TASK OBJECTIVE:
Return every line of the data that contains the string "align".

DATA PROVIDED:
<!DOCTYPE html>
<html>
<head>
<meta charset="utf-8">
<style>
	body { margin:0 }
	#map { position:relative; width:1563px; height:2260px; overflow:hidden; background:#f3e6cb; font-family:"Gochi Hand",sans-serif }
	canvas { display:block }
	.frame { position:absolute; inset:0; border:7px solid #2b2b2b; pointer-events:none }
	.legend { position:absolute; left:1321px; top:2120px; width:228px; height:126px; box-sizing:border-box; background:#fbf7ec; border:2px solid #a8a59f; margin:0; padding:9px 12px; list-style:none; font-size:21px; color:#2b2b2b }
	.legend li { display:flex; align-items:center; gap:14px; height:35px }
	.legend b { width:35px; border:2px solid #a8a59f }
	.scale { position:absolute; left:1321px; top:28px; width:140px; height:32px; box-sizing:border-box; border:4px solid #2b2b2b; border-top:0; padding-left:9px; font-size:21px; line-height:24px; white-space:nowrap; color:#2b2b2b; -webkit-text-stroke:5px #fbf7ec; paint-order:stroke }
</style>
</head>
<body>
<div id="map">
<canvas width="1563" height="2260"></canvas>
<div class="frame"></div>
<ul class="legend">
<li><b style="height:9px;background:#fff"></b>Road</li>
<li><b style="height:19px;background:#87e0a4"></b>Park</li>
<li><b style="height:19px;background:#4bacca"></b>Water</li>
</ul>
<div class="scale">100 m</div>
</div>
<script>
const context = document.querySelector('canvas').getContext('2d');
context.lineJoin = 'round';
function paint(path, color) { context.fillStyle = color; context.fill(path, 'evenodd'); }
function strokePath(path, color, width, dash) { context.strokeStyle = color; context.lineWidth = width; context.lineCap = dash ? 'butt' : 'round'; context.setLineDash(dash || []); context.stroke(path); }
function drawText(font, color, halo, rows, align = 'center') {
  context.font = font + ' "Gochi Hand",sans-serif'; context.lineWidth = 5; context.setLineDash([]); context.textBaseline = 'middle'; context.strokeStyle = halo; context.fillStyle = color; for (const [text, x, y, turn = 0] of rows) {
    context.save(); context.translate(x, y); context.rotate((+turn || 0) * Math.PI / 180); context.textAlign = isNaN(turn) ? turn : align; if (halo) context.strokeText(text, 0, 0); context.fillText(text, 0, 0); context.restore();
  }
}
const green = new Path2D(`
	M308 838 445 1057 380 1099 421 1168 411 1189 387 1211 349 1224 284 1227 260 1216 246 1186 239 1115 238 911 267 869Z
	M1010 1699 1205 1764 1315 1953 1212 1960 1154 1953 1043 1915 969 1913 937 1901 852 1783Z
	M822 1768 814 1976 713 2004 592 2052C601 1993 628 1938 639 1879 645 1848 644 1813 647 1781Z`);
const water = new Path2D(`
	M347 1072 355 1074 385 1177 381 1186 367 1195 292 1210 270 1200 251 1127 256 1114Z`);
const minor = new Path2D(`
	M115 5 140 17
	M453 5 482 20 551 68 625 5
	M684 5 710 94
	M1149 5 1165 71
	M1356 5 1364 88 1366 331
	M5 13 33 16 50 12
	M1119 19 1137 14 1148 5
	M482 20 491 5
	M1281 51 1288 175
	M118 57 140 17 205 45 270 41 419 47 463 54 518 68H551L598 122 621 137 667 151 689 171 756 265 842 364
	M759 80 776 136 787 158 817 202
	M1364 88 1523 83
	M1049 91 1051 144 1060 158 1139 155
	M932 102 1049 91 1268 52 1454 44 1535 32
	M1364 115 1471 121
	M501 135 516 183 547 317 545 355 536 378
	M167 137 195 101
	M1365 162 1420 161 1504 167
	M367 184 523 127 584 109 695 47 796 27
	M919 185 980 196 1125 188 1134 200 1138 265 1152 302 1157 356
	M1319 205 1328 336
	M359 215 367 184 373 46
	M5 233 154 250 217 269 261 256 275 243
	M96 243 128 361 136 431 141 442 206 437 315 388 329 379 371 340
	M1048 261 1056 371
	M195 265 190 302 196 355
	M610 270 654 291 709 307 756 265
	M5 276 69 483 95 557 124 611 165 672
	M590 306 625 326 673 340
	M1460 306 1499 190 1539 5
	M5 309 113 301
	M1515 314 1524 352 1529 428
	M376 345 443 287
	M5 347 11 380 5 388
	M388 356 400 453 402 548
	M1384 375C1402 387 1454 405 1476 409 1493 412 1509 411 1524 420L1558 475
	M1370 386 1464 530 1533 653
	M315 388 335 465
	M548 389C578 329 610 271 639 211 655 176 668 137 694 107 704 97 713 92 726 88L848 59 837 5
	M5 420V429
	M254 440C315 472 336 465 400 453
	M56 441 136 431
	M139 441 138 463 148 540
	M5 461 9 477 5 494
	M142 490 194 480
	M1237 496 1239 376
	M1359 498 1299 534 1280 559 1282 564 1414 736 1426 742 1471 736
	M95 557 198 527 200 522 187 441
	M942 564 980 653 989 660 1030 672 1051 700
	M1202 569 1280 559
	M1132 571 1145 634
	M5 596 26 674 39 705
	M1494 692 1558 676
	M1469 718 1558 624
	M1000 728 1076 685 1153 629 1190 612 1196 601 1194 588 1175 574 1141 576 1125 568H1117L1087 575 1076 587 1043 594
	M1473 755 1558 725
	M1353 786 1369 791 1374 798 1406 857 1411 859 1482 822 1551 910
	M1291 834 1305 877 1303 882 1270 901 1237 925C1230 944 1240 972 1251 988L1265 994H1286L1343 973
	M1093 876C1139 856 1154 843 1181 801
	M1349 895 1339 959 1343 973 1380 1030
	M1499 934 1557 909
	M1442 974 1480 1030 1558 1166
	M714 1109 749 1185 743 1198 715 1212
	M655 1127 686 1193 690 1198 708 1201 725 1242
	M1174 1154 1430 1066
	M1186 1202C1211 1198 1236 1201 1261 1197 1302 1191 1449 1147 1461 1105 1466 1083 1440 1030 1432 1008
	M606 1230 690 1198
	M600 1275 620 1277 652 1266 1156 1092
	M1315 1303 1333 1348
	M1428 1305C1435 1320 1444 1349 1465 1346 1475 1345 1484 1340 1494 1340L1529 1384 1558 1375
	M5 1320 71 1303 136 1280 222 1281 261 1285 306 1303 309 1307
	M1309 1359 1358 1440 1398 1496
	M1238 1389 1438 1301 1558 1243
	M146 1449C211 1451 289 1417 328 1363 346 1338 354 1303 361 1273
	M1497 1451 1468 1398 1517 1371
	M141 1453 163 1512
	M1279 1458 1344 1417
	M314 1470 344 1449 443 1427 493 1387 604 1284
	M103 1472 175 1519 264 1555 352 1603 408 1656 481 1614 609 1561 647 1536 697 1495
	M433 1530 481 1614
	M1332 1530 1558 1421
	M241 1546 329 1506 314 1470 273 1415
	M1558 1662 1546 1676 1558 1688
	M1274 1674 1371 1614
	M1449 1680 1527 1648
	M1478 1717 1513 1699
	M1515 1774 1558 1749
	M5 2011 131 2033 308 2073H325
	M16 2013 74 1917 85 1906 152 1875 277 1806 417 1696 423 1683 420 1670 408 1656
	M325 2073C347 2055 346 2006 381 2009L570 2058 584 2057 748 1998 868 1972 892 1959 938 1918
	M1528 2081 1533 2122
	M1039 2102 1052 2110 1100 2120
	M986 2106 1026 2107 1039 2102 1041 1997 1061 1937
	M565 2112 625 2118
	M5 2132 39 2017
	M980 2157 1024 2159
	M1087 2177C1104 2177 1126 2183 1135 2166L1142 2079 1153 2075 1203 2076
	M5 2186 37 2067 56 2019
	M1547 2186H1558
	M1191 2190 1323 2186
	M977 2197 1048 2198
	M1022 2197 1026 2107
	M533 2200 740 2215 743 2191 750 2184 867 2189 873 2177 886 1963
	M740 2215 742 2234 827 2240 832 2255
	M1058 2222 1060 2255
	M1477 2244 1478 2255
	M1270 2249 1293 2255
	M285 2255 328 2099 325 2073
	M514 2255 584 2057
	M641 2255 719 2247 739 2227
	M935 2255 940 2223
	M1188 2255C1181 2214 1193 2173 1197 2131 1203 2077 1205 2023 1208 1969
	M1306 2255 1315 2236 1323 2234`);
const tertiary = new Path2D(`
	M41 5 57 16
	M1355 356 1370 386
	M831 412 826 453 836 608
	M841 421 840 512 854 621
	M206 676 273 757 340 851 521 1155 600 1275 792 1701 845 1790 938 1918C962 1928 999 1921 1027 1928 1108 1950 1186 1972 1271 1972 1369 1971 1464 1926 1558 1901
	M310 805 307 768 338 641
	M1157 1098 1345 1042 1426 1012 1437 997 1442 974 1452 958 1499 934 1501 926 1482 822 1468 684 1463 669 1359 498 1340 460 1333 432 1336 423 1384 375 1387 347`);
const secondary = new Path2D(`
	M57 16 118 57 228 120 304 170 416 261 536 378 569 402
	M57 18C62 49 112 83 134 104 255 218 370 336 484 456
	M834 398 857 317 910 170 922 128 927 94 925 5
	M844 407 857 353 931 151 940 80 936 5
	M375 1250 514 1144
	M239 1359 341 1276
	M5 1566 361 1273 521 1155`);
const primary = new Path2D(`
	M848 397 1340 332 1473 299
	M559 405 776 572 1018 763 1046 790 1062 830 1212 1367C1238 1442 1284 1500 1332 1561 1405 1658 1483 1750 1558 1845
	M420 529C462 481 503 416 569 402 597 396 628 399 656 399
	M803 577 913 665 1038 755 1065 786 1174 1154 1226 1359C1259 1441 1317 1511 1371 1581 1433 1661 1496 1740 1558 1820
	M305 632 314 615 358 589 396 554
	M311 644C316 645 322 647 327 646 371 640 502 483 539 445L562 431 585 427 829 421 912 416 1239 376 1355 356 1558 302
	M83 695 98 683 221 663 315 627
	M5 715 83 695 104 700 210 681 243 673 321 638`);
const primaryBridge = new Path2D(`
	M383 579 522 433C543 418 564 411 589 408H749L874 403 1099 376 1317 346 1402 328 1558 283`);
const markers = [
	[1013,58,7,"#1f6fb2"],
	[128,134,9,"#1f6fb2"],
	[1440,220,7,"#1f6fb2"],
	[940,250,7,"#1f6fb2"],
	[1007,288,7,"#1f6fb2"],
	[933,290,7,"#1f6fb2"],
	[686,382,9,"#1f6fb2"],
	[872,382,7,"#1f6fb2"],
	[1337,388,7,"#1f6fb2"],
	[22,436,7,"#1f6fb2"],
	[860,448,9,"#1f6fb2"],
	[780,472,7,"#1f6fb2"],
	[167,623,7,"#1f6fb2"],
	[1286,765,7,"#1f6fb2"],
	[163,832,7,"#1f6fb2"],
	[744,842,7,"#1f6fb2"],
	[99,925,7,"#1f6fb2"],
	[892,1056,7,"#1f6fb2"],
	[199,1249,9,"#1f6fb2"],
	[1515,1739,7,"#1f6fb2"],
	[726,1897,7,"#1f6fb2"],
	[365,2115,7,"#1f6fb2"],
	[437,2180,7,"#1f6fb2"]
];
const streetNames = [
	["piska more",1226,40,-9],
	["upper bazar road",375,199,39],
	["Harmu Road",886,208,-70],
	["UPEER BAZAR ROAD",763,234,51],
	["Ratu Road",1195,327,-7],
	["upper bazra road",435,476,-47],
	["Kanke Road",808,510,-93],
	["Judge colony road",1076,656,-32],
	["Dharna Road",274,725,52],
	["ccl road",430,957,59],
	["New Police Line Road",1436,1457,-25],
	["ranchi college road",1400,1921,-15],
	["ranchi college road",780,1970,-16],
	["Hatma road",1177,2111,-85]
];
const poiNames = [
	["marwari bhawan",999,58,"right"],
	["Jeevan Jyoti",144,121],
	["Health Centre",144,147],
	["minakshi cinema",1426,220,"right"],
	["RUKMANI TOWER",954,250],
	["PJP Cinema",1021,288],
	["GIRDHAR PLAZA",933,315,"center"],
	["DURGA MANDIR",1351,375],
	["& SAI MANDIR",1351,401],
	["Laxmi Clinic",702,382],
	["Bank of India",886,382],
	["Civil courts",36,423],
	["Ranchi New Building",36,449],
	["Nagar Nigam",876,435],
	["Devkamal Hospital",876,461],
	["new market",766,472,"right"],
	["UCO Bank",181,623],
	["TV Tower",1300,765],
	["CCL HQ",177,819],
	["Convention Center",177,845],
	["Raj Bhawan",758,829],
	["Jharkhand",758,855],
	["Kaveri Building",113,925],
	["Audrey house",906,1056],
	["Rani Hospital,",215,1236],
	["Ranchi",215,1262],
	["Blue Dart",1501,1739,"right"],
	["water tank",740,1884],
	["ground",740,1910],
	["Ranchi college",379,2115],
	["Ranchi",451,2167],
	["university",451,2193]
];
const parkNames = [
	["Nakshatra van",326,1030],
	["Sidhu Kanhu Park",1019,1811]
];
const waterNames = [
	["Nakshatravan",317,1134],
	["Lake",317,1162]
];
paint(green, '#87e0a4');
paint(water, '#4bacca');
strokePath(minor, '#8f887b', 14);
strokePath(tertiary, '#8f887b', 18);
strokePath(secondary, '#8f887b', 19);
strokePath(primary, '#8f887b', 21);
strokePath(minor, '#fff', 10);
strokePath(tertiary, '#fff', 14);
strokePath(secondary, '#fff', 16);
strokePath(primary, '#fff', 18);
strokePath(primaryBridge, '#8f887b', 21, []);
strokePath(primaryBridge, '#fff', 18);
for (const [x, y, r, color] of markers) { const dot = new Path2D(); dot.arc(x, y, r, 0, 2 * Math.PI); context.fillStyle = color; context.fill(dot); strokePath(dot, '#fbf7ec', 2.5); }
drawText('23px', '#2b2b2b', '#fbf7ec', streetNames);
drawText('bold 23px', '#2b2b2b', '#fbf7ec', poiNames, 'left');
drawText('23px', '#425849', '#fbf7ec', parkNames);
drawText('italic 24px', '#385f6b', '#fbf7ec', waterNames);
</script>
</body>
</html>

RESPONSE FOR THIS EXERCISE:
	.legend li { display:flex; align-items:center; gap:14px; height:35px }
function drawText(font, color, halo, rows, align = 'center') {
    context.save(); context.translate(x, y); context.rotate((+turn || 0) * Math.PI / 180); context.textAlign = isNaN(turn) ? turn : align; if (halo) context.strokeText(text, 0, 0); context.fillText(text, 0, 0); context.restore();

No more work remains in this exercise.